*** Opening Entries provided ***

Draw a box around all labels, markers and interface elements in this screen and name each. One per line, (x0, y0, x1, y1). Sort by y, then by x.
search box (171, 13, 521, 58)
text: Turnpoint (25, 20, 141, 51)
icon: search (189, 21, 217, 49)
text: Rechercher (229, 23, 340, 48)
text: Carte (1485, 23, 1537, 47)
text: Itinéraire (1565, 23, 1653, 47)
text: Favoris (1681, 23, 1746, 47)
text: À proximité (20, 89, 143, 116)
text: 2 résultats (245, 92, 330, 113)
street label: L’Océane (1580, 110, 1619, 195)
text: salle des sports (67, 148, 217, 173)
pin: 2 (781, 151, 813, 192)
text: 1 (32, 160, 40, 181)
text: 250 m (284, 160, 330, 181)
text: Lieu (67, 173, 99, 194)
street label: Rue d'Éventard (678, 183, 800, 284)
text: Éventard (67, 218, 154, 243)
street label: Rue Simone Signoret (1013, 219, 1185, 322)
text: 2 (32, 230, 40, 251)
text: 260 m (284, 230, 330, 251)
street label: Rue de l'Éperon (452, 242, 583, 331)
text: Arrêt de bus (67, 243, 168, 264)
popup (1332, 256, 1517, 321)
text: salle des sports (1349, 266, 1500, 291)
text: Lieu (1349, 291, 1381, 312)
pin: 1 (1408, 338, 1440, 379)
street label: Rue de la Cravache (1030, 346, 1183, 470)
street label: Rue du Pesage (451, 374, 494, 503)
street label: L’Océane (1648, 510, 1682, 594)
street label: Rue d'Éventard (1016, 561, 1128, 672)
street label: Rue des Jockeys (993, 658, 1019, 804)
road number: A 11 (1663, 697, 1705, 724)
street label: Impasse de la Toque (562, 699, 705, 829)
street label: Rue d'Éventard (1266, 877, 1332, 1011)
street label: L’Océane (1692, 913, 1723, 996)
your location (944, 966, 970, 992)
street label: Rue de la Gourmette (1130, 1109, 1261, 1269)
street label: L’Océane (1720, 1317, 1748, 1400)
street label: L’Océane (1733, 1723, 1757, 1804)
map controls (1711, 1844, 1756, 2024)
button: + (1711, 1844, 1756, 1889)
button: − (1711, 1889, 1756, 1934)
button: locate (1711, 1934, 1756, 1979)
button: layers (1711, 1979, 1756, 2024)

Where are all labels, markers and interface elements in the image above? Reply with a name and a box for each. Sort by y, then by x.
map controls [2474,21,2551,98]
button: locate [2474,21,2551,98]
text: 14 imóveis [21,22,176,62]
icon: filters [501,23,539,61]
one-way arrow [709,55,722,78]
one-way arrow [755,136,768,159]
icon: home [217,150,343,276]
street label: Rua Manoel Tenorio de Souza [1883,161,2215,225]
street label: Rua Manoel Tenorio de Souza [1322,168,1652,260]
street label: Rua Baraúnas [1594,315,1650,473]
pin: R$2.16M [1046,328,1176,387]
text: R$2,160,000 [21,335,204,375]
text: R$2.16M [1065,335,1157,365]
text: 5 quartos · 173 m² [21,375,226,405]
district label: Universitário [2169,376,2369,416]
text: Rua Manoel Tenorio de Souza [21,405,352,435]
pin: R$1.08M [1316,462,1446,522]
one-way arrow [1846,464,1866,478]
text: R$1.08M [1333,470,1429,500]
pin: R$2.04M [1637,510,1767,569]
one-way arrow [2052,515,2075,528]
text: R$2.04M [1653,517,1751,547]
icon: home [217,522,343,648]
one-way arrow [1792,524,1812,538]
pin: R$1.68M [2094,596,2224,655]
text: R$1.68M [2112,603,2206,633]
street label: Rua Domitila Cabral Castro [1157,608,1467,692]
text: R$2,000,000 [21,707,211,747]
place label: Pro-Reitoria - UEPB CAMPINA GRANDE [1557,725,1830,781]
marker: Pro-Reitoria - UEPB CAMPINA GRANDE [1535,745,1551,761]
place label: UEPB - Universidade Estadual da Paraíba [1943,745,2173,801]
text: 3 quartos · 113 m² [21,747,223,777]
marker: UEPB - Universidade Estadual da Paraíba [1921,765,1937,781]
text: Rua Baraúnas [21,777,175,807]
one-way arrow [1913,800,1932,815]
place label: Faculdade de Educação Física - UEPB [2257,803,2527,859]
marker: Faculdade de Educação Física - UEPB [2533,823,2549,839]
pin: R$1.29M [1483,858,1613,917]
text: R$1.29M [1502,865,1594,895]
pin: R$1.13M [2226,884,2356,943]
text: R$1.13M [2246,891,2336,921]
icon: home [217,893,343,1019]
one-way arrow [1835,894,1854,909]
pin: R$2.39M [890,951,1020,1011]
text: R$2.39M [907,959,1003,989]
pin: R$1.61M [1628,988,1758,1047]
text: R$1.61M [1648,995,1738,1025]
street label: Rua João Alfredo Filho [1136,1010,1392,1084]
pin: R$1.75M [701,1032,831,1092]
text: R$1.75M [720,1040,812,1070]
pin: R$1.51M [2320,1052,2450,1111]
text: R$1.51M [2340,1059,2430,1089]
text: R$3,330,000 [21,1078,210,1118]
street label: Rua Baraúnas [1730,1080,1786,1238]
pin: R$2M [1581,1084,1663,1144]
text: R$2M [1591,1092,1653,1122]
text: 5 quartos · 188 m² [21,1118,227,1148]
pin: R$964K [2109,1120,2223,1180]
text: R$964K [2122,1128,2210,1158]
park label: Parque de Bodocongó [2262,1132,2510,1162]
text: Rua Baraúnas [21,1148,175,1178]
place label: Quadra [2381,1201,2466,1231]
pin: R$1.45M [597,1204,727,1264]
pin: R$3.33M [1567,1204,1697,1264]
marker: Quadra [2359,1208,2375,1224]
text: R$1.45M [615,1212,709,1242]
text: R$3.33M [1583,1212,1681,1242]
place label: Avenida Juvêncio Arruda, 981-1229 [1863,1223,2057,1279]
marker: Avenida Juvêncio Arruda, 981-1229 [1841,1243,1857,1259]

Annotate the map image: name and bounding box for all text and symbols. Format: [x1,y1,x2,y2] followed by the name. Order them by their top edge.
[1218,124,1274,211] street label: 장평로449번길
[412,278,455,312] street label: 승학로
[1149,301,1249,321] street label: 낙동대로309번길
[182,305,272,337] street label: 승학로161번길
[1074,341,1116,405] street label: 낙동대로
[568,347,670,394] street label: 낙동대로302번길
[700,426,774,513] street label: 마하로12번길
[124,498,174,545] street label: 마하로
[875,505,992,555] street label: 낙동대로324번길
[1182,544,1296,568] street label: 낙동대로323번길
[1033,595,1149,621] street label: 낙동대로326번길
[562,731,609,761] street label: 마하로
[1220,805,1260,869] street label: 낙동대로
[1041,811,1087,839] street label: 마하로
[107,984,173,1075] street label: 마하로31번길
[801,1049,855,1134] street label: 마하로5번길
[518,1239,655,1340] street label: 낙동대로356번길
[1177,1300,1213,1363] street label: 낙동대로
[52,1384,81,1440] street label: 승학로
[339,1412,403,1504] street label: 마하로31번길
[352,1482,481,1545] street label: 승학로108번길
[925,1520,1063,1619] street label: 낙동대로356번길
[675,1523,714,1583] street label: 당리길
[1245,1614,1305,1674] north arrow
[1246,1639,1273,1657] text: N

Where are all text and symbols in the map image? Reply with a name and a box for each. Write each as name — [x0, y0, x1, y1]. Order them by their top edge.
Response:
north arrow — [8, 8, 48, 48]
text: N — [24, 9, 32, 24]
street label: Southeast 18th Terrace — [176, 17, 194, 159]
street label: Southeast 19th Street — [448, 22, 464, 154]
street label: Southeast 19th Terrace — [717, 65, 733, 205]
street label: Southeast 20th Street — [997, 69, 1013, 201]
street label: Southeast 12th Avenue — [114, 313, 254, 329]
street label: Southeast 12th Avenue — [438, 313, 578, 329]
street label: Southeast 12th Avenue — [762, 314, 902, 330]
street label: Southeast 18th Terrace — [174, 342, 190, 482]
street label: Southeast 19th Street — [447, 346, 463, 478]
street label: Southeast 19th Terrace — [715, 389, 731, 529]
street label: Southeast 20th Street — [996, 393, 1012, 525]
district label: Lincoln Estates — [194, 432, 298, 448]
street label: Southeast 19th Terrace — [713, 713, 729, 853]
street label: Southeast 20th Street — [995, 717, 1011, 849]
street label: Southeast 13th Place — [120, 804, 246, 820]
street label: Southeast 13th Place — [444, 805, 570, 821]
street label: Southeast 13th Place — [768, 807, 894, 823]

*** Closing Entries provided ***

* [Work item] Copy each line of the listing that carries the string "labels".

* [Answer space]
Draw a box around all labels, markers and interface elements in this screen and name each. One per line, (x0, y0, x1, y1). Sort by y, then by x.
Where are all labels, markers and interface elements in the image above? Reply with a name and a box for each. Sort by y, then by x.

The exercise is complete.